Pick out your horse’s feet
Never underestimate the importance of picking your horses hooves each and every day, especially before a ride. Using a hoof pick, work from the heel to towards the toe to gently remove any impacted mud, grass, droppings and stones that may have become lodged as these can cause painful pressure and damage the sole of the hoof. Take great care around the soft v-shaped ‘frog’ at the base of the heel, as this area can be very sensitive. Regular hoof examination during picking allows you to spot any signs of damage, thrush or puncture wounds to the foot, cracks or risen clinches in the hoof wall and also check the condition of your horse’s shoes.
Shedding is the process of trimming a horse’s feet and securing horseshoes with nails to protect the delicate hoof sole and provide support to the muscles, ligaments and tendons during exercise. Horses that are regularly ridden should be shod by a qualified farrier every 6-8 weeks or more regularly if their shoes show signs of wear. Farriers will be able to assess the health of the hoof wall and sole, looking for cracks, abscesses or injuries so that the horse can be treated and shod appropriately. Farriers can also correct hoof conditions such as unbalanced feet, boxy feet, flared hoof walls, under-run heels and flat feet using specialist shoes and techniques.
Feed their feet
Like human nails, horses’ hooves are continuously growing therefore the better nutrition they receive the stronger and faster they will grow. If your horse has particularly weak, dry hooves that are prone to cracks, it is worth adding nutritional supplements such as biotin to a good quality balanced diet to strengthen and support the hoof wall.
Oil for optimum hydration
Applying hoof oil is not limited to being well turned out at your local riding club show, but instead should be part of your daily routine to help nourish and protect your horse’s hooves from the elements. Hooves are exposed to fluctuating conditions such as wet, muddy fields then are brought into dry, warm stables and the hoof walls respond to the conditions by expanding and contracting as they soften and dry. Applying an ointment or oil will help to restore moisture levels in your horse or ponies’ feet preventing cracks and chips, especially in the summer months.

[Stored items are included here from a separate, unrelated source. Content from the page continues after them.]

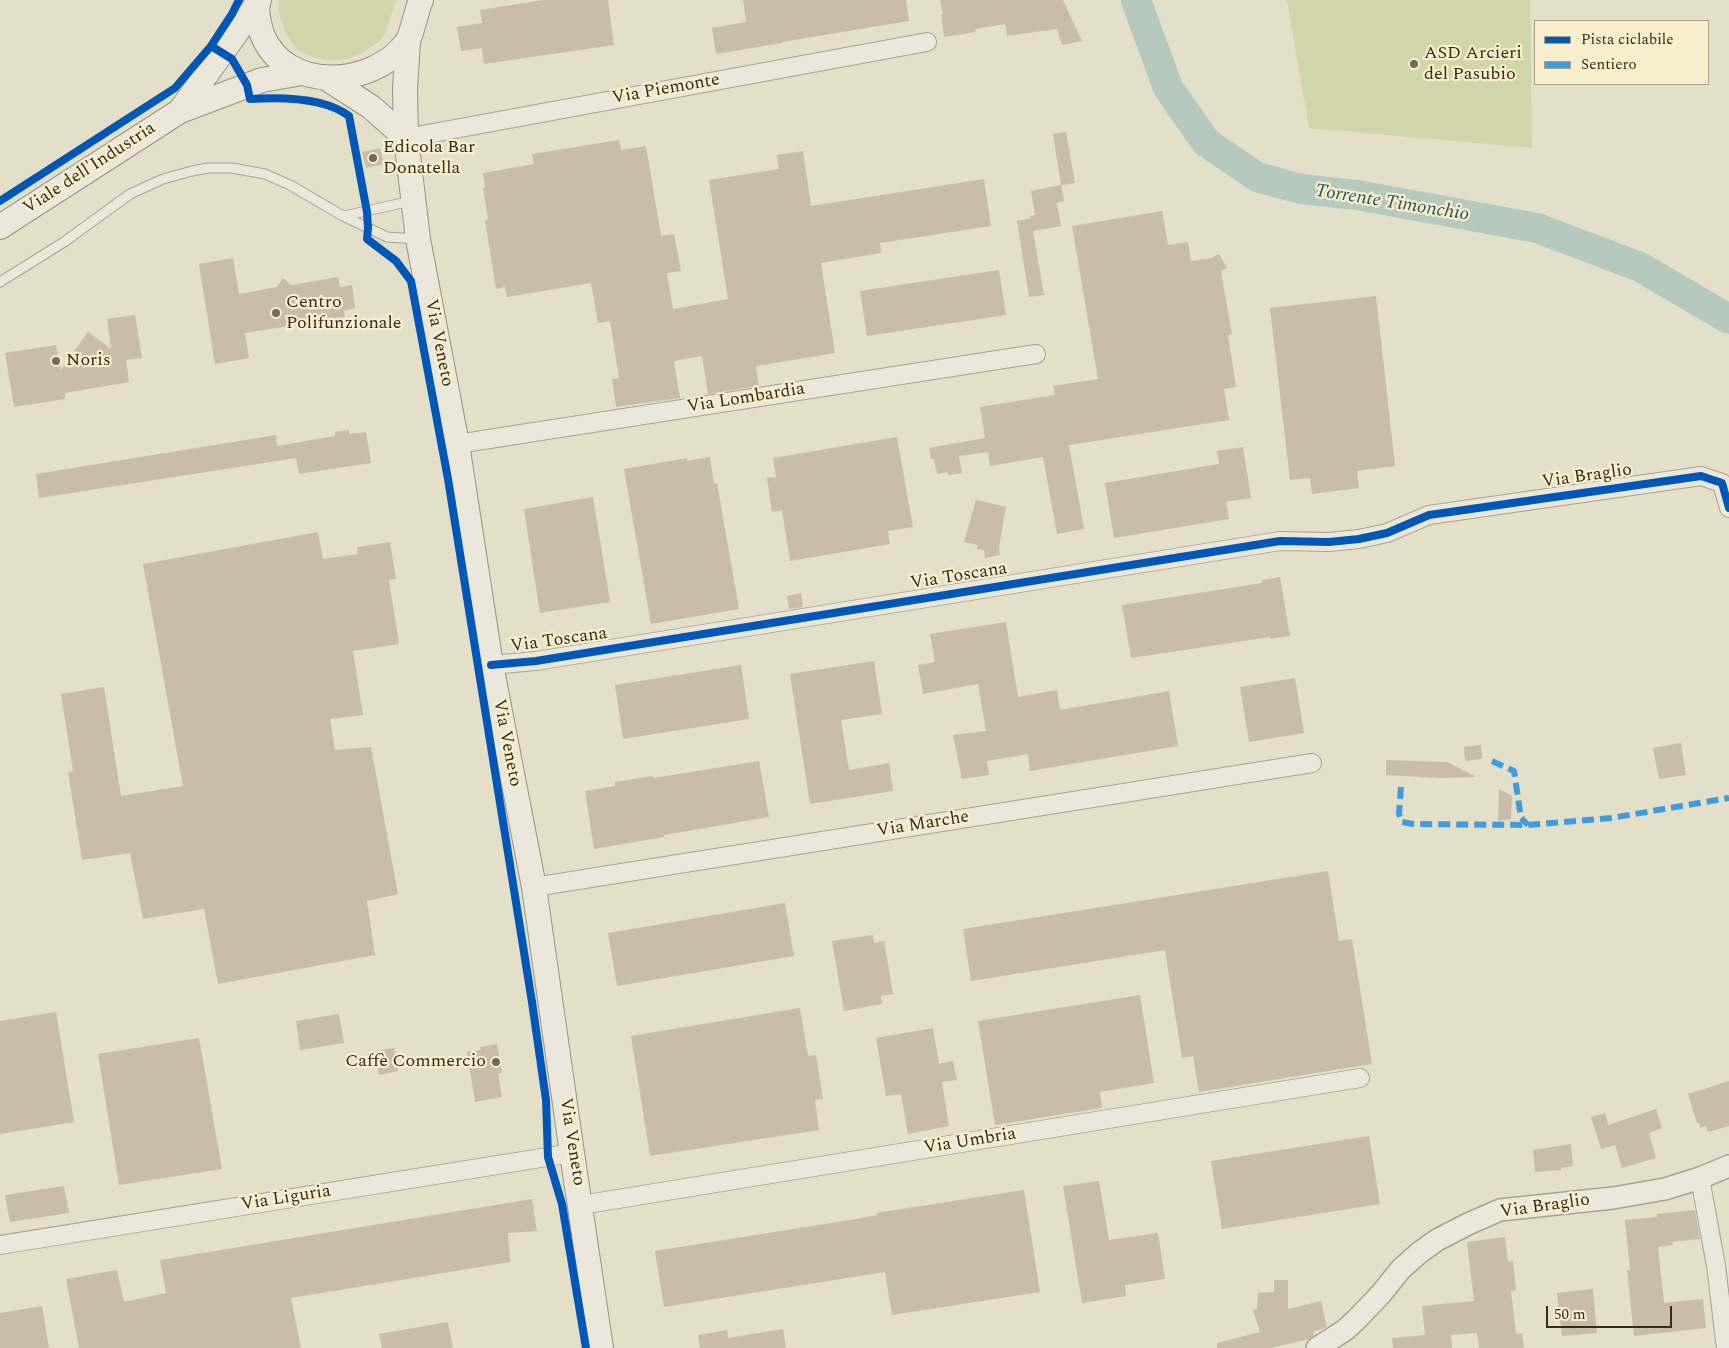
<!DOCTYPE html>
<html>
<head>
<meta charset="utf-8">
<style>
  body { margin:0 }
  #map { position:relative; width:1729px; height:1348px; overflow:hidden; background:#e4dfc8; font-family:Spectral,serif }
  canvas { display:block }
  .legend { position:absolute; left:1534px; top:20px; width:175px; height:65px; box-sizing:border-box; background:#f7efcd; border:1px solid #aaa186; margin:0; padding:6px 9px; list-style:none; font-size:15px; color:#362b1b }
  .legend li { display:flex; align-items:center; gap:10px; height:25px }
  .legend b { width:25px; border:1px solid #aaa186 }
  .scale { position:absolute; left:1546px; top:1306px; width:126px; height:22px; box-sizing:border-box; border:2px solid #362b1b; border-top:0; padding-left:6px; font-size:15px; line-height:18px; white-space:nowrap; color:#362b1b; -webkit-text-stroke:4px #f7efcd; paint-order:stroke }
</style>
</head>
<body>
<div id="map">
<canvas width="1729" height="1348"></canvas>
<ul class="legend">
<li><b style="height:6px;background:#0057b8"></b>Pista ciclabile</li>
<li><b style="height:6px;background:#3e9cdf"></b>Sentiero</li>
</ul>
<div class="scale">50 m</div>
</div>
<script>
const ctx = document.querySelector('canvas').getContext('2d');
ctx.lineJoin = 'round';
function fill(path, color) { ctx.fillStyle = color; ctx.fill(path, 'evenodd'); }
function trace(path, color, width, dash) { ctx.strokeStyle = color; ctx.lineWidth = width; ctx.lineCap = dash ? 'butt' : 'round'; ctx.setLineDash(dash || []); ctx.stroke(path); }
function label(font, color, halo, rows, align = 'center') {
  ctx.font = font + ' Spectral,serif'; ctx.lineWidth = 4.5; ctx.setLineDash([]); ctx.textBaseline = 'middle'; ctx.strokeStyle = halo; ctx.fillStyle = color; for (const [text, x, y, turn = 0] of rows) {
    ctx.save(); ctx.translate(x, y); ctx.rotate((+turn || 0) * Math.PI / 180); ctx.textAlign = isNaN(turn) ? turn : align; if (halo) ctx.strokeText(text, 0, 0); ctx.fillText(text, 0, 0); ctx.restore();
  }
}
fill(new Path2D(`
  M 279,0 L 396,0 C 392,10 390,24 385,33 C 382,39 374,45 369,49 C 349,63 322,64 300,51 C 287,43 277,15 279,0 Z
  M 1287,0 L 1530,0 L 1532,148 L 1309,128 Z`), '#d0d5aa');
trace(new Path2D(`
  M 1136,0 L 1168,88 L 1206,142 L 1257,177 L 1301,189 L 1357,195 L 1537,228 L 1640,267 L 1729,319`), '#b5c9bf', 30);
fill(new Path2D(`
  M 543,0 L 608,0 L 614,45 L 484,64 L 482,48 L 461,51 L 457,27 L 482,23 L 480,10 Z
  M 743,0 L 906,0 L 909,21 L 782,42 L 782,43 L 716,54 L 712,28 L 746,22 Z
  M 940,0 L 1063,0 L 1082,41 L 1062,45 L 1057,29 L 1007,36 L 1005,24 L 975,29 L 976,32 L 944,37 L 941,14 L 943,14 Z
  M 1066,132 L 1075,183 L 1061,185 L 1053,134 Z
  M 619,140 L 621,150 L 646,146 L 661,236 L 674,234 L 681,271 L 667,273 L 673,309 L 728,299 L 709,180 L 779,169 L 777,155 L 803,151 L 811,206 L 984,179 L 991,226 L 880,243 L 881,253 L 821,263 L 835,353 L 756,366 L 759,386 L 708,394 L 702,356 L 674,361 L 680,398 L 616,407 L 612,379 L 619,378 L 610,321 L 598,323 L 591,283 L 507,297 L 505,287 L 496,289 L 485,220 L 488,219 L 483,188 L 485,187 L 483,173 L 534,164 L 532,154 Z
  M 380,148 L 384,164 L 366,168 L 362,152 Z
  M 1061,185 L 1064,201 L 1057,203 L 1061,226 L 1033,231 L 1044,295 L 1029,297 L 1017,221 L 1031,218 L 1030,216 L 1035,215 L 1031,191 Z
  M 1162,211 L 1168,245 L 1188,242 L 1191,261 L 1211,258 L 1219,254 L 1227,268 L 1221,271 L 1232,334 L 1228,335 L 1236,387 L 1224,389 L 1229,420 L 1069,445 L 1084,529 L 1057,534 L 1043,457 L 990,466 L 988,452 L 959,456 L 962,473 L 948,475 L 948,472 L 937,474 L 934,459 L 931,459 L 929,448 L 985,438 L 980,407 L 1055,395 L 1053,386 L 1098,379 L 1072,226 Z
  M 233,258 L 239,294 L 277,287 L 283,278 L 291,285 L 338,277 L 340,287 L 352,285 L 355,308 L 344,311 L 345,317 L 245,333 L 249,358 L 215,364 L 199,264 Z
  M 999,270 L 1006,315 L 867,336 L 860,291 Z
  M 1376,296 L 1395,466 L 1357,471 L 1359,488 L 1312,494 L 1310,478 L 1290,480 L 1270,308 Z
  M 135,315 L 142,358 L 126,360 L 129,382 L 65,393 L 65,399 L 14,407 L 5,353 L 56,345 L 61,370 L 88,332 L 111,349 L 107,319 Z
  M 349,430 L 349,434 L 366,432 L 371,463 L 299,474 L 296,458 L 39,498 L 36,474 L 276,435 L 277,446 L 335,436 L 335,432 Z
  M 897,437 L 905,482 L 903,483 L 905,483 L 913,527 L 888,531 L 890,544 L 790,561 L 782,510 L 772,512 L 767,478 L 776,477 L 773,458 Z
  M 1243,447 L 1251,498 L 1226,502 L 1229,519 L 1114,538 L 1105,483 L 1219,464 L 1217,451 Z
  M 710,457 L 714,484 L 717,483 L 739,609 L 651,624 L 624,469 L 687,458 L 687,461 Z
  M 593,497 L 610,602 L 540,613 L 524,509 Z
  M 976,500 L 1006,507 L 999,547 L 1000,555 L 985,558 L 984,550 L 977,549 L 978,545 L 964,542 Z
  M 318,532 L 323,559 L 358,554 L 357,547 L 390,542 L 396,579 L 389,580 L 399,644 L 353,651 L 363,715 L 330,719 L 335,750 L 371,747 L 398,894 L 367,901 L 375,955 L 218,984 L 204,909 L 143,919 L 130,853 L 82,860 L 68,772 L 73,771 L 61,694 L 104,687 L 121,796 L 183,786 L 143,564 Z
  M 1280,577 L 1290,636 L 1270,639 L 1270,637 L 1131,658 L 1122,605 L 1262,583 L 1262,580 Z
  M 801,593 L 803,607 L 789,609 L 787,596 Z
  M 1006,622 L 1018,697 L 1057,690 L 1060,710 L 1169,691 L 1178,746 L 1030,771 L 1028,754 L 987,761 L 989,775 L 962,779 L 953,735 L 986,731 L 978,684 L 923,694 L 918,665 L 935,662 L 930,634 Z
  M 874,661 L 882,714 L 841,720 L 849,770 L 889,763 L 893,791 L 810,804 L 790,674 Z
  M 741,665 L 749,719 L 623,739 L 615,685 Z
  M 1295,678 L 1304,733 L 1249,742 L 1240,687 Z
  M 1681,743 L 1686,775 L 1659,779 L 1653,748 Z
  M 1481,745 L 1482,759 L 1465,761 L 1464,747 Z
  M 1386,760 L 1447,762 L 1476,777 L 1439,778 L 1386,775 Z
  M 759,761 L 769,817 L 664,835 L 664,837 L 594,849 L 585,791 L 615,786 L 615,782 L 652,776 L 654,778 Z
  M 1499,789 L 1512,796 L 1511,819 L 1498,821 Z
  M 1328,871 L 1339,941 L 1352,939 L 1372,1064 L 1199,1092 L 1193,1056 L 1182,1058 L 1165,950 L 971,981 L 963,929 Z
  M 785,903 L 794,956 L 617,986 L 608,933 Z
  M 873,935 L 874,943 L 884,941 L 893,994 L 881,996 L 882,1004 L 844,1011 L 832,941 Z
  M 1140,995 L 1154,1083 L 1100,1092 L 1102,1108 L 995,1125 L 978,1021 Z
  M 800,1008 L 808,1056 L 816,1055 L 823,1099 L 815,1100 L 819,1130 L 650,1156 L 631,1036 Z
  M 56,1012 L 74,1122 L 0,1134 L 0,1021 Z
  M 339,1014 L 344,1043 L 300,1050 L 296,1021 Z
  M 933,1028 L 939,1064 L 953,1061 L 957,1080 L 942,1082 L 949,1126 L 908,1134 L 901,1094 L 886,1096 L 876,1038 Z
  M 199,1038 L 222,1169 L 119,1185 L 98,1054 Z
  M 497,1044 L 502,1073 L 498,1074 L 502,1097 L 475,1102 L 467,1052 L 481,1050 L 480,1047 Z
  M 394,1048 L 398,1071 L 379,1075 L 375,1051 Z
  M 1729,1081 L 1729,1126 L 1708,1132 L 1706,1126 L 1700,1128 L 1699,1123 L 1697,1123 L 1688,1094 Z
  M 1656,1109 L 1662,1128 L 1649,1133 L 1656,1158 L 1622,1168 L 1615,1145 L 1601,1149 L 1591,1117 L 1605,1113 L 1608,1125 Z
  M 1369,1136 L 1380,1204 L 1222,1229 L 1211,1161 Z
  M 1571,1144 L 1573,1166 L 1561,1168 L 1561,1170 L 1535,1172 L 1533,1150 Z
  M 1099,1181 L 1109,1240 L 1158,1233 L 1165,1279 L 1125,1285 L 1126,1296 L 1082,1303 L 1063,1186 Z
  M 64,1186 L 69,1213 L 10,1222 L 5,1195 Z
  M 1024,1190 L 1040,1292 L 892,1315 L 885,1272 L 664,1307 L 655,1251 L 856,1219 L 877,1215 L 876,1213 Z
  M 532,1199 L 537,1231 L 508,1233 L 510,1262 L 291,1298 L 301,1348 L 79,1348 L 66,1279 L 117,1270 L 124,1302 L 166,1293 L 160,1260 Z
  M 1695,1210 L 1700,1239 L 1672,1242 L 1673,1245 L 1658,1247 L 1664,1303 L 1703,1299 L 1706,1328 L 1634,1336 L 1627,1270 L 1630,1270 L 1625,1220 L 1657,1217 L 1657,1214 Z
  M 1505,1237 L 1508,1262 L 1513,1261 L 1516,1290 L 1511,1291 L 1516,1334 L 1522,1333 L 1524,1348 L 1479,1348 L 1477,1333 L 1451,1335 L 1452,1348 L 1393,1348 L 1392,1338 L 1425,1335 L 1422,1306 L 1474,1301 L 1467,1242 Z
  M 1274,1280 L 1288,1280 L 1288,1309 L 1321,1301 L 1327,1327 L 1313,1332 L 1314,1335 L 1309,1339 L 1271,1348 L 1217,1348 L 1217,1343 L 1260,1332 L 1253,1310 L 1257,1309 L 1258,1293 L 1274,1292 Z
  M 1593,1289 L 1597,1333 L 1562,1336 L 1557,1293 Z
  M 42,1306 L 49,1348 L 0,1348 L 0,1313 Z
  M 448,1322 L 453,1348 L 382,1348 L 379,1334 Z
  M 783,1329 L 786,1348 L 700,1348 L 698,1335 L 727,1330 L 728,1338 Z`), '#c7bda9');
const service = new Path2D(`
  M 344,216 L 411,201
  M 0,282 L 64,242 L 130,194 L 163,179 L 192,171 L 208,168 L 232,168 L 265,174 L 290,185 L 343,216 L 387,237 L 416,239`);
const minor = new Path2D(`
  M 406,138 L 927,42
  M 457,444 L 1036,354
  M 491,665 L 536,661 L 1280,541 L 1329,542 L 1359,539 L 1387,533 L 1429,515 L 1701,476 L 1722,483 L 1729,508
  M 534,887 L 1312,763
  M 1700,1178 L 1716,1266 L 1726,1348
  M 581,1205 L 1360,1078
  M 0,1245 L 572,1153`);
const tertiary = new Path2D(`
  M 1317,1348 L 1345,1330 L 1356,1320 L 1380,1295 L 1401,1269 L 1419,1253 L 1437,1240 L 1468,1224 L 1500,1210 L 1613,1198 L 1665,1189 L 1700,1178 L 1729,1166`);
const secondary = new Path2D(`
  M 259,0 C 255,10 259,24 262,34 C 285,93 372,88 406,43 C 412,36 416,11 421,0
  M 408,41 L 405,89 L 406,138 L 418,239 L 457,444 L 491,665 L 534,887 L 572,1153 L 601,1348
  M 326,78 L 371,107 L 406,138
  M 180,111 L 257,4
  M 0,227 L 180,111 L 262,80 L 302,73`);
trace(service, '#a9a292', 11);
trace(minor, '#a9a292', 20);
trace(tertiary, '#a9a292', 24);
trace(secondary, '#989282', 26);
trace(service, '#ebe8db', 9);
trace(minor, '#ebe8db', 18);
trace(tertiary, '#ebe8db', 21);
trace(secondary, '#ebe8db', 24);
trace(new Path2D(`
  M 1492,761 L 1514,771 L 1521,818 L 1528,825
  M 1401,787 L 1399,814 L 1402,822 L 1413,824 L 1528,825 L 1611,818 L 1729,798`), '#3e9cdf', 6, [12, 6]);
trace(new Path2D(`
  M 211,46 L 232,59 L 247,85 L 250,99 C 280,97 324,97 349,116 L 367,212 L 368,228 L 367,239 L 396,261 L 411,281 L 448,479 L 532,1002 L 546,1100 L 548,1157 L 562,1204 L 586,1348
  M 0,201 L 175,88 L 211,46 L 232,14 L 239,0
  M 491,665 L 536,661 L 1280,541 L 1329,542 L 1359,539 L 1387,533 L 1429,515 L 1701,476 L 1722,483 L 1729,508`), '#0057b8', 8);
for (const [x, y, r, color] of [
  [1414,64,5,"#736a58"],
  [373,158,5,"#736a58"],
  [276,313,5,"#736a58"],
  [56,361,5,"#736a58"],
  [496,1062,5,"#736a58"]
]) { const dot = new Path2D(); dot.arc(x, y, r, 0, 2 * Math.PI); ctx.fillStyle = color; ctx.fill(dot); trace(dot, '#f7efcd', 2); }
label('18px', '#362b1b', '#f7efcd', [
  ["ASD Arcieri",1424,54],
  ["del Pasubio",1424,75],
  ["Edicola Bar",383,148],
  ["Donatella",383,169],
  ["Centro",286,303],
  ["Polifunzionale",286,324],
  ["Noris",66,361],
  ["Caffè Commercio",486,1062,"right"]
], 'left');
label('18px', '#362b1b', '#f7efcd', [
  ["Via Piemonte",666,90,-10],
  ["Viale dell'Industria",90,169,-33],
  ["Via Veneto",438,343,79],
  ["Via Lombardia",746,399,-9],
  ["Via Braglio",1587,477,-8],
  ["Via Toscana",959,577,-9],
  ["Via Toscana",559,641,-8],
  ["Via Veneto",506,743,79],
  ["Via Marche",923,825,-9],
  ["Via Veneto",571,1142,81],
  ["Via Umbria",970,1142,-9],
  ["Via Liguria",286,1199,-9],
  ["Via Braglio",1545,1207,-8]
]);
label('italic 19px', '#295557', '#f7efcd', [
  ["Torrente Timonchio",1392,204,9]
]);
</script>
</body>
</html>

Exercise and a diet that’s wise
By exercising your horse regularly you will increase the circulation to his hooves which will promote growth and oxygenate the tissues to keep them healthy. Brisk walking and trotting on a hack or in the menage will keep his feet in tip-top condition so that they are able to provide cushioning and support for more intensive work such as show jumping. Also, ensure that your horse or pony does not carry any extra weight that would put additional pressure on his hooves and potentially result in lameness.